## [How to complete this task]
The full data must be written out exactly, with every line included.

## [Data excerpt]
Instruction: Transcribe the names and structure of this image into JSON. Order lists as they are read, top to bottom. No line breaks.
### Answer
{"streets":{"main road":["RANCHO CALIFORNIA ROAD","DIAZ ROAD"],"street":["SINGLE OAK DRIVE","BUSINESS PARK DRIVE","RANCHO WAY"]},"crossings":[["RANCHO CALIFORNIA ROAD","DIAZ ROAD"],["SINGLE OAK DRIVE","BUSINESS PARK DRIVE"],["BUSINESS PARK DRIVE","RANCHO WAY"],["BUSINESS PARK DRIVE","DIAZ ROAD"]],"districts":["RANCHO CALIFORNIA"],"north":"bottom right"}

## [Exercise output]
Instruction: Transcribe the names and structure of this image into JSON. Order lists as they are read, top to bottom. No line breaks.
### Answer
{"streets":{"main road":["RANCHO CALIFORNIA ROAD","DIAZ ROAD"],"street":["SINGLE OAK DRIVE","BUSINESS PARK DRIVE","RANCHO WAY"]},"crossings":[["RANCHO CALIFORNIA ROAD","DIAZ ROAD"],["SINGLE OAK DRIVE","BUSINESS PARK DRIVE"],["BUSINESS PARK DRIVE","RANCHO WAY"],["BUSINESS PARK DRIVE","DIAZ ROAD"]],"districts":["RANCHO CALIFORNIA"],"north":"bottom right"}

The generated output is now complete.